Personal information
- Date of birth: 9 April 2001 (age 25)
- Place of birth: Martigues, France
- Height: 1.87 m (6 ft 2 in)
- Position: Goalkeeper

Team information
- Current team: Nice
- Number: 77

Senior career*
- Years: Team / Apps / (Gls)
- 2017–: Nice B / 24 / (0)
- 2024–: Nice / 0 / (0)
- 2025–2026: → Bourg-Péronnas (loan) / 30 / (0)

International career^{‡}
- 2022: Algeria U20 / 1 / (0)

= Teddy Boulhendi =

Algerian footballer (born 2001)

Teddy Boulhendi (تيدي بولهندي; born 9 April 2001) is a footballer who plays as a goalkeeper for club Nice. Born in France, he is an Algeria youth international.

==Early life==

Boulhendi was born in 2001 in France. He joined the youth academy of French Ligue 1 side Nice at the age of fifteen.

==Club career==

Boulhendi started his career with Ligue 1 side Nice. He also played for the club's reserve team.
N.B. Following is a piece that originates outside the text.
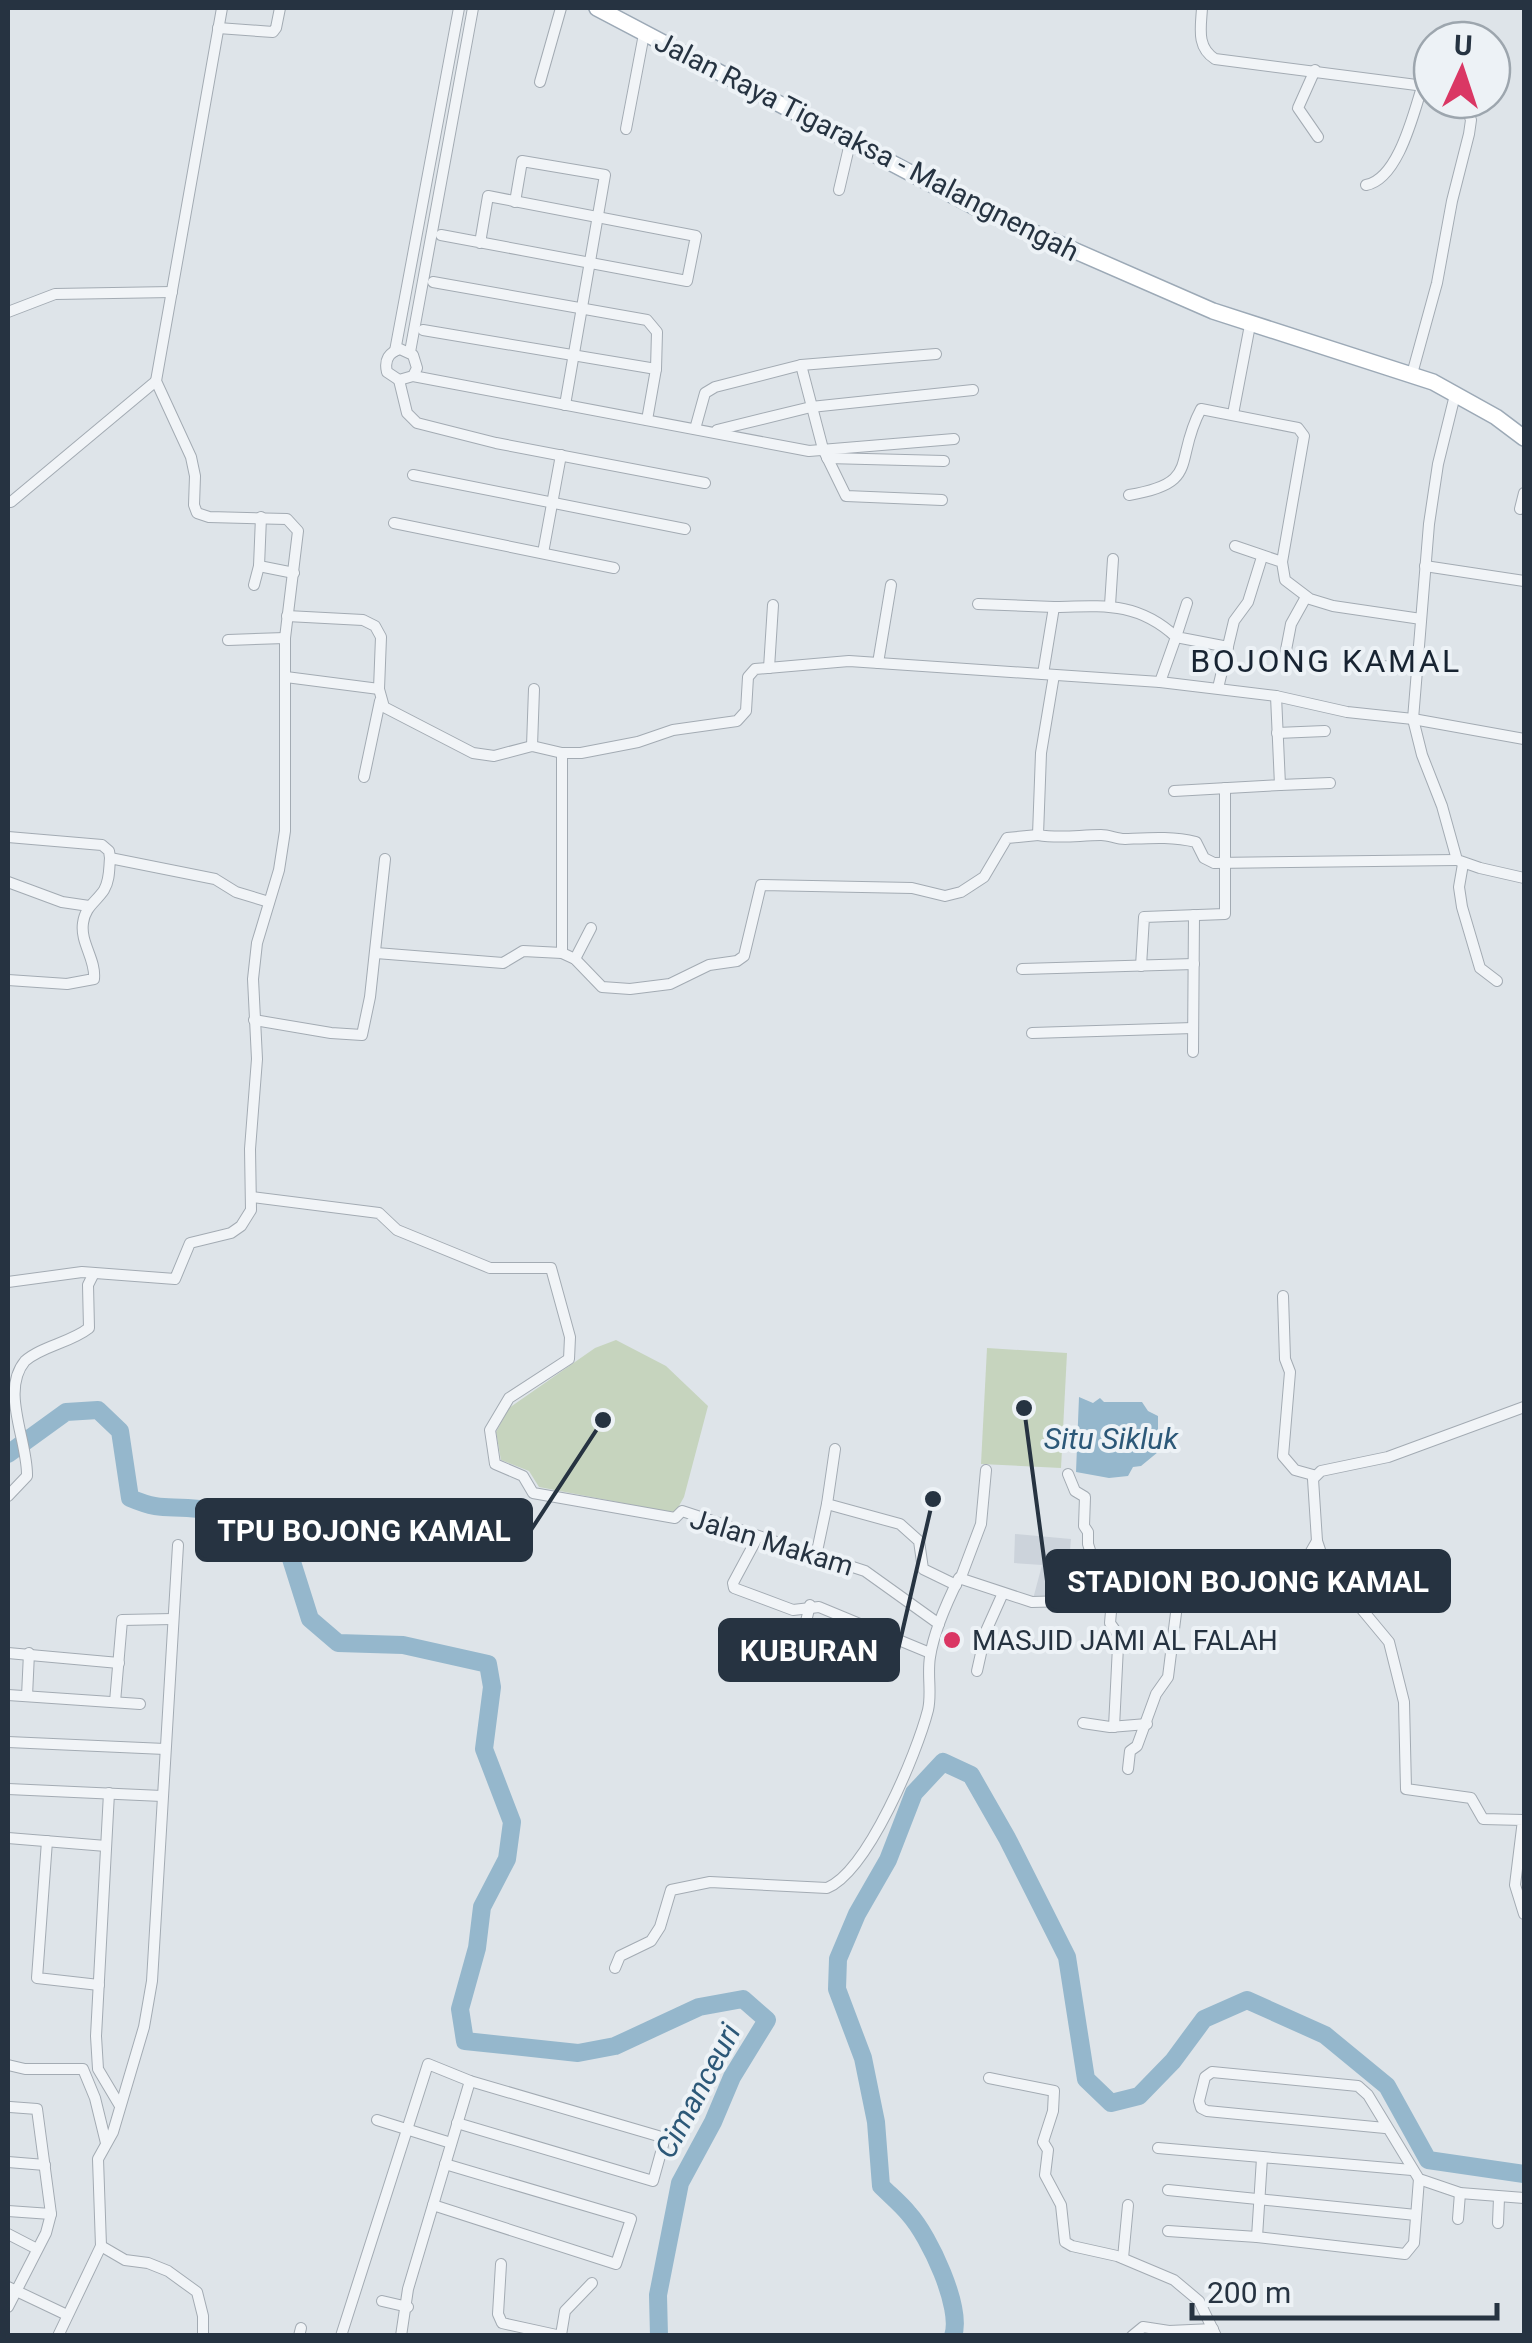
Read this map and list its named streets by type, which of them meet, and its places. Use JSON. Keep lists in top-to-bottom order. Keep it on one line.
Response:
{"streets":{"main road":["Jalan Raya Tigaraksa - Malangnengah"],"street":["Jalan Makam"]},"districts":["BOJONG KAMAL"],"water":["Situ Sikluk","Cimanceuri"],"places":["STADION BOJONG KAMAL","TPU BOJONG KAMAL","KUBURAN","MASJID JAMI AL FALAH"],"scale_bar":"200 m","north":"top"}
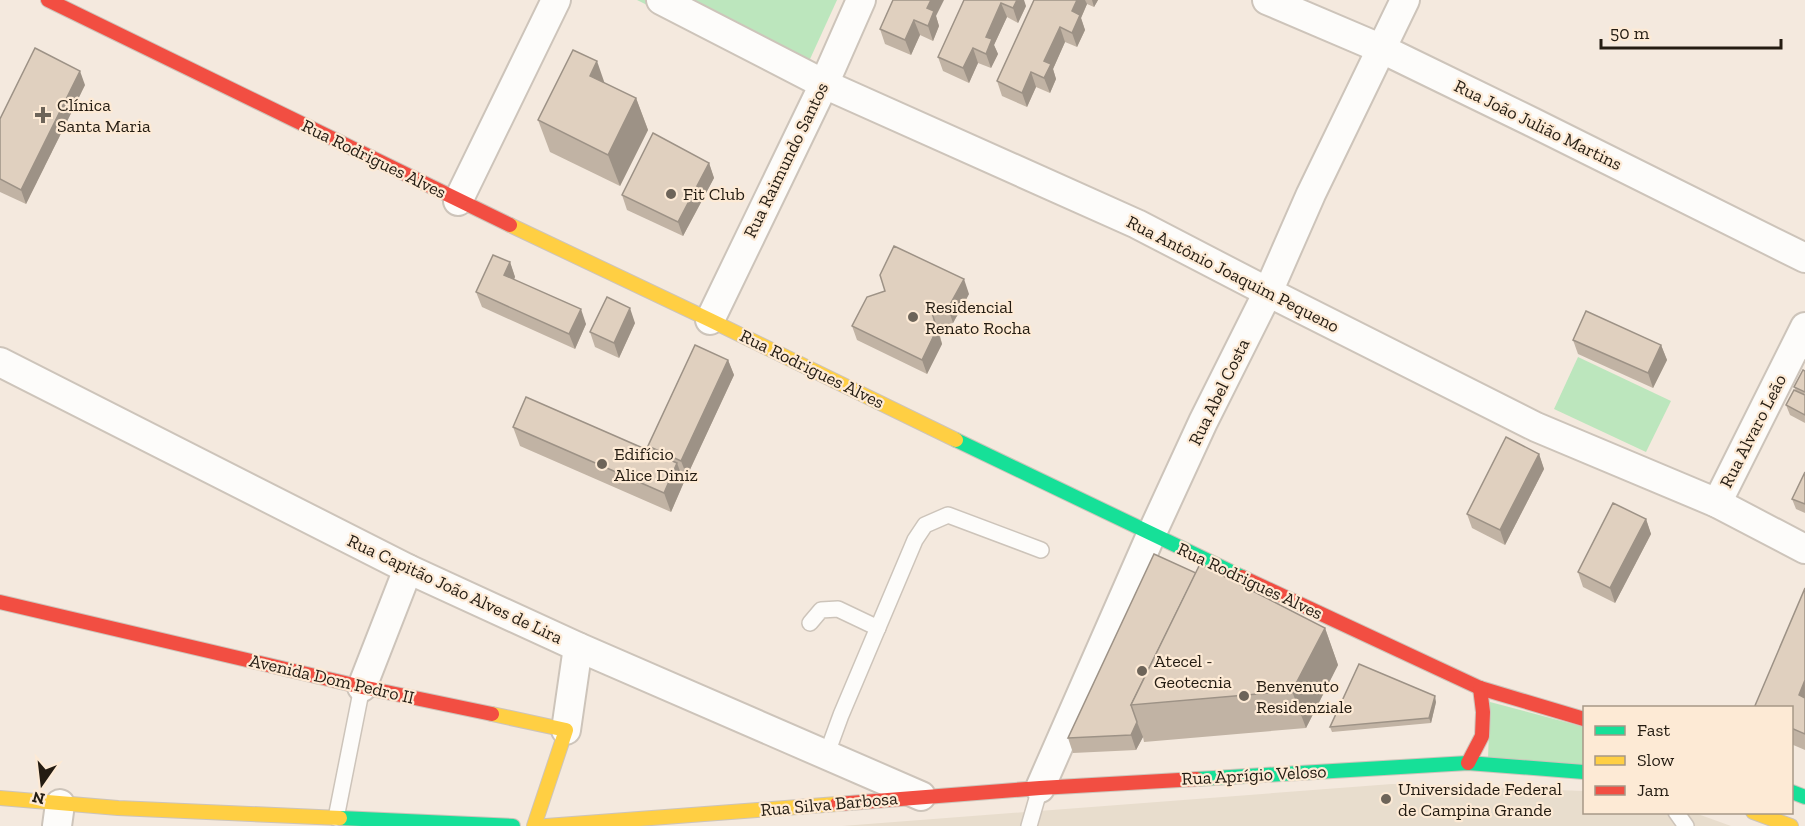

On 8 August 2025, he was loaned to Bourg-Péronnas of Championnat National.

==International career==

Boulhendi has represented Algeria internationally at youth level. He has been called up to the Algeria national football team.

==Style of play==

Boulhendi operates as a goalkeeper. He has been described as "athletic without being huge... explosive, gifted on his line".

==Personal life==

Boulhendi is of Algerian and Italian descent.